Stored data:
++++++++

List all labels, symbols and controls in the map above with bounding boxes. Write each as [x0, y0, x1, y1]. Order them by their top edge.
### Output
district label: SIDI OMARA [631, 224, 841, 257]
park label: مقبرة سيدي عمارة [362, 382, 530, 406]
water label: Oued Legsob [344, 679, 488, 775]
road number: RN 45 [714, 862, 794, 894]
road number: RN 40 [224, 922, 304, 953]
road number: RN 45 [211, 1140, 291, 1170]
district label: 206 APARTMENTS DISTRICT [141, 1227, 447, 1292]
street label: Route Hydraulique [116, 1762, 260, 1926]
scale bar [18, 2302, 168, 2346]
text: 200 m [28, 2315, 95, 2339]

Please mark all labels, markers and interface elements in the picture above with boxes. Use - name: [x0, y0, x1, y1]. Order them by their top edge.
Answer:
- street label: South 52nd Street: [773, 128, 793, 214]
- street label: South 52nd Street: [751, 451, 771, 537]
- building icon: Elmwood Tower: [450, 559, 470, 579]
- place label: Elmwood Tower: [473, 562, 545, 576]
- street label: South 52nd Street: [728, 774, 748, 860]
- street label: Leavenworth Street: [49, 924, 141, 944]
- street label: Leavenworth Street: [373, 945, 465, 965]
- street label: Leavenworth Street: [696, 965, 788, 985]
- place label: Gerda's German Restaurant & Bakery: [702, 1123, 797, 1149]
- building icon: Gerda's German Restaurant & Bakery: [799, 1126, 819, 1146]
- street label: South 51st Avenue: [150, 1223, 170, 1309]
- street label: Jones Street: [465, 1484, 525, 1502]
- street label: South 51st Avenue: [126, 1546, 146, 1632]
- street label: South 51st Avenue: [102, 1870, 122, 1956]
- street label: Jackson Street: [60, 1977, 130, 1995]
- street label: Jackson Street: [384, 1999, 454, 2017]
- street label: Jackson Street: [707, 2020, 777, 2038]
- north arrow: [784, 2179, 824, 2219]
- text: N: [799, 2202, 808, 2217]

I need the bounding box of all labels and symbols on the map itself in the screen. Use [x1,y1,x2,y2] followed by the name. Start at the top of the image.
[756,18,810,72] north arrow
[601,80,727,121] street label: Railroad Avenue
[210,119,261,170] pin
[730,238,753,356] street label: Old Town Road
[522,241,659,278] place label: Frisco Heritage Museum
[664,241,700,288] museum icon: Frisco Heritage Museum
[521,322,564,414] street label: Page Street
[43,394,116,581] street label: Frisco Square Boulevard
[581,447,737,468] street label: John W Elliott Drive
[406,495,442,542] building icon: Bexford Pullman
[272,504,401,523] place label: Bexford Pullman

++++++++

▶ [Exercise brief]:
Copy out the entries above again, keeping them exact.

▶ [Result of the exercise]:
List all labels, symbols and controls in the map above with bounding boxes. Write each as [x0, y0, x1, y1]. Order them by their top edge.
### Output
district label: SIDI OMARA [631, 224, 841, 257]
park label: مقبرة سيدي عمارة [362, 382, 530, 406]
water label: Oued Legsob [344, 679, 488, 775]
road number: RN 45 [714, 862, 794, 894]
road number: RN 40 [224, 922, 304, 953]
road number: RN 45 [211, 1140, 291, 1170]
district label: 206 APARTMENTS DISTRICT [141, 1227, 447, 1292]
street label: Route Hydraulique [116, 1762, 260, 1926]
scale bar [18, 2302, 168, 2346]
text: 200 m [28, 2315, 95, 2339]

Please mark all labels, markers and interface elements in the picture above with boxes. Use - name: [x0, y0, x1, y1]. Order them by their top edge.
Answer:
- street label: South 52nd Street: [773, 128, 793, 214]
- street label: South 52nd Street: [751, 451, 771, 537]
- building icon: Elmwood Tower: [450, 559, 470, 579]
- place label: Elmwood Tower: [473, 562, 545, 576]
- street label: South 52nd Street: [728, 774, 748, 860]
- street label: Leavenworth Street: [49, 924, 141, 944]
- street label: Leavenworth Street: [373, 945, 465, 965]
- street label: Leavenworth Street: [696, 965, 788, 985]
- place label: Gerda's German Restaurant & Bakery: [702, 1123, 797, 1149]
- building icon: Gerda's German Restaurant & Bakery: [799, 1126, 819, 1146]
- street label: South 51st Avenue: [150, 1223, 170, 1309]
- street label: Jones Street: [465, 1484, 525, 1502]
- street label: South 51st Avenue: [126, 1546, 146, 1632]
- street label: South 51st Avenue: [102, 1870, 122, 1956]
- street label: Jackson Street: [60, 1977, 130, 1995]
- street label: Jackson Street: [384, 1999, 454, 2017]
- street label: Jackson Street: [707, 2020, 777, 2038]
- north arrow: [784, 2179, 824, 2219]
- text: N: [799, 2202, 808, 2217]

I need the bounding box of all labels and symbols on the map itself in the screen. Use [x1,y1,x2,y2] followed by the name. Start at the top of the image.
[756,18,810,72] north arrow
[601,80,727,121] street label: Railroad Avenue
[210,119,261,170] pin
[730,238,753,356] street label: Old Town Road
[522,241,659,278] place label: Frisco Heritage Museum
[664,241,700,288] museum icon: Frisco Heritage Museum
[521,322,564,414] street label: Page Street
[43,394,116,581] street label: Frisco Square Boulevard
[581,447,737,468] street label: John W Elliott Drive
[406,495,442,542] building icon: Bexford Pullman
[272,504,401,523] place label: Bexford Pullman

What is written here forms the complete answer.